Deciding if a function is linear or not is of course not a matter of opinion or debate; there is a very simple definition of a linear function, which is roughly:
f(a*x + b*y) = a*f(x) + b*f(y)
for every x
& y
in the function domain and a
& b
constants.
The requirement "for every" means that, if we are able to find even a single example where the above condition does not hold, then the function is nonlinear.
Assuming for simplicity that a = b = 1
, let's try x=-5, y=1
with f
being the ReLU function:
f(-5 + 1) = f(-4) = 0
f(-5) + f(1) = 0 + 1 = 1
so, for these x
& y
(in fact for every x
& y
with x*y < 0
) the condition f(x + y) = f(x) + f(y)
does not hold, hence the function is nonlinear...

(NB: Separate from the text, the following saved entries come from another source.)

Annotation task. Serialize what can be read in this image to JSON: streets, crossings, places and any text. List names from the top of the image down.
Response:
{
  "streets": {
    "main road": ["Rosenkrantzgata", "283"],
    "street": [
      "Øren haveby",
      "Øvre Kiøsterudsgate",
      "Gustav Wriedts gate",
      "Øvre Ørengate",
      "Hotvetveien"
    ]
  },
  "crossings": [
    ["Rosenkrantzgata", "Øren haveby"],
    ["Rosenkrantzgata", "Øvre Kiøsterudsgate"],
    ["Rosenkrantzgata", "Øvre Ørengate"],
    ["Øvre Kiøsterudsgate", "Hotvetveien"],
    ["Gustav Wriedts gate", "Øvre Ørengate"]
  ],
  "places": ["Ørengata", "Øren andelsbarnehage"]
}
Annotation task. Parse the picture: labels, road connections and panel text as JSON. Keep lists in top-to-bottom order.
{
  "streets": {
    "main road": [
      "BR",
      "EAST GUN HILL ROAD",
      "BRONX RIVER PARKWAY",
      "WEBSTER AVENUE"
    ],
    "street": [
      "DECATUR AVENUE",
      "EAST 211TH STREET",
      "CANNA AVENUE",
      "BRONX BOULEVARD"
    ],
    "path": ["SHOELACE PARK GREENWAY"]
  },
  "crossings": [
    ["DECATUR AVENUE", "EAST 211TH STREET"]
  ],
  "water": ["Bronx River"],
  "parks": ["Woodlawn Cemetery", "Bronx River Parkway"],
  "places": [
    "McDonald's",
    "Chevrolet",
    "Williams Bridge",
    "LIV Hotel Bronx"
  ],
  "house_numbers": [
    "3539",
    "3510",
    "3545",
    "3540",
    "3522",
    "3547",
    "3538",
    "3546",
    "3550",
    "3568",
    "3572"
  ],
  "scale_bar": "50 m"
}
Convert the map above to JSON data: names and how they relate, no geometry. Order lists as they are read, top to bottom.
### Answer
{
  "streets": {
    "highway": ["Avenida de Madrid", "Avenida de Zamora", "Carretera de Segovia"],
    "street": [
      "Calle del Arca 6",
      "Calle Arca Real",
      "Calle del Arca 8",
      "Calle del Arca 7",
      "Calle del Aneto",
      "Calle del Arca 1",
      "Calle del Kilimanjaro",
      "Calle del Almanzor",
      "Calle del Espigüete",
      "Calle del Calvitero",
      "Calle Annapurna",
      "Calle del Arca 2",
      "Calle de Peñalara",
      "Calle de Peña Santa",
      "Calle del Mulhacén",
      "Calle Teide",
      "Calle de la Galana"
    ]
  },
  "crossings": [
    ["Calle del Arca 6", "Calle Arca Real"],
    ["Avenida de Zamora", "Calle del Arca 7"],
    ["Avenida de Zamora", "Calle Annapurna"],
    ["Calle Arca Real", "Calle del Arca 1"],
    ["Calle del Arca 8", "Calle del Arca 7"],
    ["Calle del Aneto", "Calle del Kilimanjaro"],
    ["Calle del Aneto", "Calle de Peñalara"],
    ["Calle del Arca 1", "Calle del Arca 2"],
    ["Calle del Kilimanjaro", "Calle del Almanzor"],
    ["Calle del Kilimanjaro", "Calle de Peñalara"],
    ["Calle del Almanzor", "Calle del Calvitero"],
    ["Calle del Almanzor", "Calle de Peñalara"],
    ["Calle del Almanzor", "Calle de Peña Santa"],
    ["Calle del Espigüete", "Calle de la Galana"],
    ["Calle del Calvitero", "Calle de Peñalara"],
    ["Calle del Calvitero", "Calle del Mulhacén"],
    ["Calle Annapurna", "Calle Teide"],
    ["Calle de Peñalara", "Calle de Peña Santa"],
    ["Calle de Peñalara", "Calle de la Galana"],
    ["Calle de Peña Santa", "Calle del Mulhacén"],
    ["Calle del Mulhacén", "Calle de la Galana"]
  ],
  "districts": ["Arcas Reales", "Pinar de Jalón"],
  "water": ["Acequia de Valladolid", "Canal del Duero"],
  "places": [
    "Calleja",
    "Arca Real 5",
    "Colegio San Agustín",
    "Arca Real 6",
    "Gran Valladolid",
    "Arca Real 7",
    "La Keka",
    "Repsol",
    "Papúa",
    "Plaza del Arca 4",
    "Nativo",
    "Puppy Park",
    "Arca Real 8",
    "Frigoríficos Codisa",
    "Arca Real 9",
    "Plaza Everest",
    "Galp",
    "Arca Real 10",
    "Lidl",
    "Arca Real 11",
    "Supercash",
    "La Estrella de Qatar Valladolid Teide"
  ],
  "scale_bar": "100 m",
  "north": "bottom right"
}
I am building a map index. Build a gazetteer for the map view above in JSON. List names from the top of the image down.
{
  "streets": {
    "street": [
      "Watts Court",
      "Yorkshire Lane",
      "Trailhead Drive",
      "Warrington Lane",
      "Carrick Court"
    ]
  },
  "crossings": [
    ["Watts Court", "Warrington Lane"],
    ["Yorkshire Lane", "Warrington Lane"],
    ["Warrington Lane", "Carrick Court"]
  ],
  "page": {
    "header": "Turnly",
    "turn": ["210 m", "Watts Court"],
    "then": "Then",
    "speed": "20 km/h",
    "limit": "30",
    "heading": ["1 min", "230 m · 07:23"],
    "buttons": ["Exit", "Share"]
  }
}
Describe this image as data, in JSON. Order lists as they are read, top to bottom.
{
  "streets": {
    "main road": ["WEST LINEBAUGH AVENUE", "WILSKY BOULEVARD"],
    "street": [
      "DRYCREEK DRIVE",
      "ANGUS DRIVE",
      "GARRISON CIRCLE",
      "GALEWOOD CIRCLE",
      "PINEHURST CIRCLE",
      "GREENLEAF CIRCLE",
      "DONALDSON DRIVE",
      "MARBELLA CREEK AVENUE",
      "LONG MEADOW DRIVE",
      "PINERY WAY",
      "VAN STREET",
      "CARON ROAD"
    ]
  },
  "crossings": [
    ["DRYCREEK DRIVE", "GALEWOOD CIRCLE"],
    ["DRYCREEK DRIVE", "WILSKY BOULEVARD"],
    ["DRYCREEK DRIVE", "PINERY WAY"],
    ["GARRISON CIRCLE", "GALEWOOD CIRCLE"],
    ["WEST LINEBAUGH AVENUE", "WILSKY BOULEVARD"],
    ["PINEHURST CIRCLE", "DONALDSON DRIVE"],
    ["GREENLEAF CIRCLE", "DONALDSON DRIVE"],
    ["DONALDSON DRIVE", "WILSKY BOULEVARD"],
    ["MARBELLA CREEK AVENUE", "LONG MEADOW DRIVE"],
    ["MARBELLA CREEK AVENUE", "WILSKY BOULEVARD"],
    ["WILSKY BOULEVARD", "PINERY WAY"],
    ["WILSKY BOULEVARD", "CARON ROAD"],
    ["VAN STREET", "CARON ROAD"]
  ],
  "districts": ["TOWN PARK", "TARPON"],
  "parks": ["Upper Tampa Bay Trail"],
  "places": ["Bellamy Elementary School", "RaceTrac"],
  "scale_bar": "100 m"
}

The fact that we may be able to find subdomains (e.g. both x
and y
being either negative or positive here) where the linearity condition holds is what defines some functions (such as ReLU) as piecewise-linear, which are still nonlinear nevertheless.
Now, to be fair to your question, if in a particular application the inputs happened to be always either all positive or all negative, then yes, in this case the ReLU would in practice end up behaving like a linear function. But for neural networks this is not the case, hence we can rely on it indeed to provide our necessary non-linearity...